What you have to do: All lines from the opening of the entries below through the line containing "flex:none; width:33px; height:33px;" must be output exactly as they appear, with no other lines.

Saved entries:
Content starts
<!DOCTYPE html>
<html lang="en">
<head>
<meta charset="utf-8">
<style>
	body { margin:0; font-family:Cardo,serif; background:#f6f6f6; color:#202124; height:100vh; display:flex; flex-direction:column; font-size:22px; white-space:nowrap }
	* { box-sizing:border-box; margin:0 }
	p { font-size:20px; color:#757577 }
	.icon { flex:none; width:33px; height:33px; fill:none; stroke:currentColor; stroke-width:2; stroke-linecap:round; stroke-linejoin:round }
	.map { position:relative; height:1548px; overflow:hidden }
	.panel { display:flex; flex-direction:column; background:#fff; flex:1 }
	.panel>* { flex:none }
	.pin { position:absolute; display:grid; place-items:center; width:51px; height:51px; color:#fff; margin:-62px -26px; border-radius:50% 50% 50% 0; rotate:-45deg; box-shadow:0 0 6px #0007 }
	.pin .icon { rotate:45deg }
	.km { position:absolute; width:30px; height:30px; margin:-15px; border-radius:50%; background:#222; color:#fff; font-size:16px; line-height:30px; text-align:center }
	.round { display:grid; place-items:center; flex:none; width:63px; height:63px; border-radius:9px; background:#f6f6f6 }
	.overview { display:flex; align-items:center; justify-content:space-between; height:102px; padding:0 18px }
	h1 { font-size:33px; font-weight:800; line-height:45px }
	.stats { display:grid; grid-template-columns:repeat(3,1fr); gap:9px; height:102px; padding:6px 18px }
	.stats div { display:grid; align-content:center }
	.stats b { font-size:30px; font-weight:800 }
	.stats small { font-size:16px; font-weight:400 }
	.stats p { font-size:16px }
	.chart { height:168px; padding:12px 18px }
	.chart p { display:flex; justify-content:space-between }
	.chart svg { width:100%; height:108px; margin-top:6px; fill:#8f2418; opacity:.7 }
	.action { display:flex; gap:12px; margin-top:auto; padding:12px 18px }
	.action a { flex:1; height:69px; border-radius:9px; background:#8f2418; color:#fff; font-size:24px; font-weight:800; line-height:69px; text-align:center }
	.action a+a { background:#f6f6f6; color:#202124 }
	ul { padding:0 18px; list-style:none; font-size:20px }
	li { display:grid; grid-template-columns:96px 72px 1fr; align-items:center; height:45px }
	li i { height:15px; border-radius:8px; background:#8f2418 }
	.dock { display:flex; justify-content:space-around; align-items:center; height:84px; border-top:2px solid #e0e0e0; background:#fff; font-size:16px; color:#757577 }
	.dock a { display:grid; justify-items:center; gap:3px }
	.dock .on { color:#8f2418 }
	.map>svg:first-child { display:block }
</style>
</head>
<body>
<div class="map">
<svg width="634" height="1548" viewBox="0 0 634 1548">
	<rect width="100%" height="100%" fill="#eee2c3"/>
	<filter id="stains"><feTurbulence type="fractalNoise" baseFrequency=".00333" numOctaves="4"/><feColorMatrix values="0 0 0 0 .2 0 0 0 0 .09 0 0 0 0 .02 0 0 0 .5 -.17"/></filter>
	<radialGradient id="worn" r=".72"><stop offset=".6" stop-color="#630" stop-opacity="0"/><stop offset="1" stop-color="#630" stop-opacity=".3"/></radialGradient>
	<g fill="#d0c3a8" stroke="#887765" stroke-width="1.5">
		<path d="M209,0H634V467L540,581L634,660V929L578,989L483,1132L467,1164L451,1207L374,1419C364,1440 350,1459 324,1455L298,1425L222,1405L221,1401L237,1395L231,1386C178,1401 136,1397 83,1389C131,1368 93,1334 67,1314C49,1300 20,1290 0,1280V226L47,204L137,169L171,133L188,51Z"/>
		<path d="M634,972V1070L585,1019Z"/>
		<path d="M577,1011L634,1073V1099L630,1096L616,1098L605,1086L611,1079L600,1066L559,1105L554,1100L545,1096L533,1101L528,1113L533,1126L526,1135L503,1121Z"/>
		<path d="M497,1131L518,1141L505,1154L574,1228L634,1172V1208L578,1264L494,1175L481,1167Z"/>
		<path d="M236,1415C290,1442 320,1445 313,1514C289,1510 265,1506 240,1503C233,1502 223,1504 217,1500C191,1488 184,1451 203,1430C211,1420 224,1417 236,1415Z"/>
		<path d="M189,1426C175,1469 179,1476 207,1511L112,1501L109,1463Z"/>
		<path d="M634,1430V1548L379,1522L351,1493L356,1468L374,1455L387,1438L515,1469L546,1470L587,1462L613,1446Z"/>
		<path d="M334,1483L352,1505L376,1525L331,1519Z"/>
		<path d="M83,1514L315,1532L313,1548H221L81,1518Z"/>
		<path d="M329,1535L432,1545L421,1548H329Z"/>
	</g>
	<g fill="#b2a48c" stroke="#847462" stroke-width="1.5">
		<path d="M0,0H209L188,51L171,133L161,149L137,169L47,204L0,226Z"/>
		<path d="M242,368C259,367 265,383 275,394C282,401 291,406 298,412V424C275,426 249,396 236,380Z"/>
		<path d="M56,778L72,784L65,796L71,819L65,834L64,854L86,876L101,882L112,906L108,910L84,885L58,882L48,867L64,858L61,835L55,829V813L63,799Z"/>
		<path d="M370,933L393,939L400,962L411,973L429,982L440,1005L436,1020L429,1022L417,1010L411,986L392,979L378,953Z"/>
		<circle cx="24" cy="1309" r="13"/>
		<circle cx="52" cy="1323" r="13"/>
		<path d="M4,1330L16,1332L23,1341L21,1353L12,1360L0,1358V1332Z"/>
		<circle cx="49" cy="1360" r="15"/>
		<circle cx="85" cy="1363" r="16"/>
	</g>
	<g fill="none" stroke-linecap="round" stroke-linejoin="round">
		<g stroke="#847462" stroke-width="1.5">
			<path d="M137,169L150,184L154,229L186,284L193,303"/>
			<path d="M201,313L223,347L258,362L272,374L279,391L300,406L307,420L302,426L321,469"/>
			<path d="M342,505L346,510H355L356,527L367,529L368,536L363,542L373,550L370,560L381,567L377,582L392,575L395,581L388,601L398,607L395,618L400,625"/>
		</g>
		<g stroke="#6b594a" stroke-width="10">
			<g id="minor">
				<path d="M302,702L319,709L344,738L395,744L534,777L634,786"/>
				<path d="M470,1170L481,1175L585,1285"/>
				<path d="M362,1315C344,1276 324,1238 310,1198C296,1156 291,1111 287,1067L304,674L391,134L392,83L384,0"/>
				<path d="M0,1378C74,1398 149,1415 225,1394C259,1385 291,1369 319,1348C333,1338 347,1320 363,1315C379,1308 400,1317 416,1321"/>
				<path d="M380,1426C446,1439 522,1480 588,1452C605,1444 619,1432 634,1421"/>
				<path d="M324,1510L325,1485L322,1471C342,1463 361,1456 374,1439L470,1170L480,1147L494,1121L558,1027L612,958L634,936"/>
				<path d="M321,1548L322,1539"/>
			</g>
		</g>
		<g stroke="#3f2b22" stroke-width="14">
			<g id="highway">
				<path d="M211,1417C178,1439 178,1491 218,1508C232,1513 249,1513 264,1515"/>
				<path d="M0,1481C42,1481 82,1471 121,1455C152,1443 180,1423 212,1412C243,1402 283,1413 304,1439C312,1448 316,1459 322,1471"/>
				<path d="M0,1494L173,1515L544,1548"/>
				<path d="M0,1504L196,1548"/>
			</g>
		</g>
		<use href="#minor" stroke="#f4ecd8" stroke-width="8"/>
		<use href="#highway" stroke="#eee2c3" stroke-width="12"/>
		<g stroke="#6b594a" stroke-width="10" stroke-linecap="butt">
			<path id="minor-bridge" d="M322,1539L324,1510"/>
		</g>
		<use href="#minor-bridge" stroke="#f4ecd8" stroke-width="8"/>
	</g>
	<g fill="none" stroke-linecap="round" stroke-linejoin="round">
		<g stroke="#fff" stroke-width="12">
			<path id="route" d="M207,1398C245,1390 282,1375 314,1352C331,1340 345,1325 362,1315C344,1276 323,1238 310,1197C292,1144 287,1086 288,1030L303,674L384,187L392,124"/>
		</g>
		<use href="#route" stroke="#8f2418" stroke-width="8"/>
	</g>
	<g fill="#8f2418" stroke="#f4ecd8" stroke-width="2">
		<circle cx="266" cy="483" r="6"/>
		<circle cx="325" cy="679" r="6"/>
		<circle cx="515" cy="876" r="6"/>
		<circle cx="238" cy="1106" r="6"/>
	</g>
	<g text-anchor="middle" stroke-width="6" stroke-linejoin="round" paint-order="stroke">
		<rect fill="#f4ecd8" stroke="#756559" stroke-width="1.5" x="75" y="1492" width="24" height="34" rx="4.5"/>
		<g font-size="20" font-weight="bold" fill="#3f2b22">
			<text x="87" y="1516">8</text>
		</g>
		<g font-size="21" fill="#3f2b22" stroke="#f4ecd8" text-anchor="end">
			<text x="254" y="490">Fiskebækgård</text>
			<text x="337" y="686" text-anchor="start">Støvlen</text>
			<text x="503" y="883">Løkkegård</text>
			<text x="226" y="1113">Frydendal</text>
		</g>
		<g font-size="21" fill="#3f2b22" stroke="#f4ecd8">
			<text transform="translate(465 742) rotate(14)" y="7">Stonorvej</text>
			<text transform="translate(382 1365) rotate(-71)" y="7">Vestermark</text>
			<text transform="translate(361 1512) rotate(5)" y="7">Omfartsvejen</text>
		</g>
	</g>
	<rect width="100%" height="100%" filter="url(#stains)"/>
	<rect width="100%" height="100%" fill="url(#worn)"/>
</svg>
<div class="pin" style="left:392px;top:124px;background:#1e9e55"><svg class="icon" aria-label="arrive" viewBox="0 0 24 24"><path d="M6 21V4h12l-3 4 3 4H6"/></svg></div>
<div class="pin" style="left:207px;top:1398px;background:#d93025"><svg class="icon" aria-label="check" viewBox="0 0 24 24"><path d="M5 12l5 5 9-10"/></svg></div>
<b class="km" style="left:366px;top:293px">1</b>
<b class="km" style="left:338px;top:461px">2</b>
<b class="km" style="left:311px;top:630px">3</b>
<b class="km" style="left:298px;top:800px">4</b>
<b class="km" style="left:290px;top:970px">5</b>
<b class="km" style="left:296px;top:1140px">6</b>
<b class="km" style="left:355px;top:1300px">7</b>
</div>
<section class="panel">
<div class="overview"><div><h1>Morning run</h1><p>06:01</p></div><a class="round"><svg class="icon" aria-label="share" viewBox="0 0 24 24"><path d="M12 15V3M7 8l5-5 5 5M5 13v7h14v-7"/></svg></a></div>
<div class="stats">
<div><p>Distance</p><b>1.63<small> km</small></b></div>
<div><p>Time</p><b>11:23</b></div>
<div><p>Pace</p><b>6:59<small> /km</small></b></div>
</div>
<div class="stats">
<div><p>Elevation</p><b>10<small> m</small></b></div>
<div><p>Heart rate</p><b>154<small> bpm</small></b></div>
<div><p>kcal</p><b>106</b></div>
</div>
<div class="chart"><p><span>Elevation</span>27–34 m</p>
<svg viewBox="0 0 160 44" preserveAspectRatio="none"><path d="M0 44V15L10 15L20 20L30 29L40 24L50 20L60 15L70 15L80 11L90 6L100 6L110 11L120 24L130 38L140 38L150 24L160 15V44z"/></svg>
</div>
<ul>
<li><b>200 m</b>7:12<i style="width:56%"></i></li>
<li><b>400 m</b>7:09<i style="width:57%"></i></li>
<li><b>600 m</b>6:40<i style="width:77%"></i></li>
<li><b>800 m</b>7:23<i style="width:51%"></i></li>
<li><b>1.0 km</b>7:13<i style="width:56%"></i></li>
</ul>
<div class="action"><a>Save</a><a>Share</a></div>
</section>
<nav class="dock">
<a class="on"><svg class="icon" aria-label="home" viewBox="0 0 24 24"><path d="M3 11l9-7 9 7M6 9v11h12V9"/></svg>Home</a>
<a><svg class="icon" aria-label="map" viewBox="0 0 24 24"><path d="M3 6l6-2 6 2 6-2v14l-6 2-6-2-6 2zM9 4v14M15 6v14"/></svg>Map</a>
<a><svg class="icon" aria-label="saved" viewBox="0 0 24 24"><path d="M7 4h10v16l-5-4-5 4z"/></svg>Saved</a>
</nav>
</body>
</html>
Content ends
Exercise response:
<!DOCTYPE html>
<html lang="en">
<head>
<meta charset="utf-8">
<style>
	body { margin:0; font-family:Cardo,serif; background:#f6f6f6; color:#202124; height:100vh; display:flex; flex-direction:column; font-size:22px; white-space:nowrap }
	* { box-sizing:border-box; margin:0 }
	p { font-size:20px; color:#757577 }
	.icon { flex:none; width:33px; height:33px; fill:none; stroke:currentColor; stroke-width:2; stroke-linecap:round; stroke-linejoin:round }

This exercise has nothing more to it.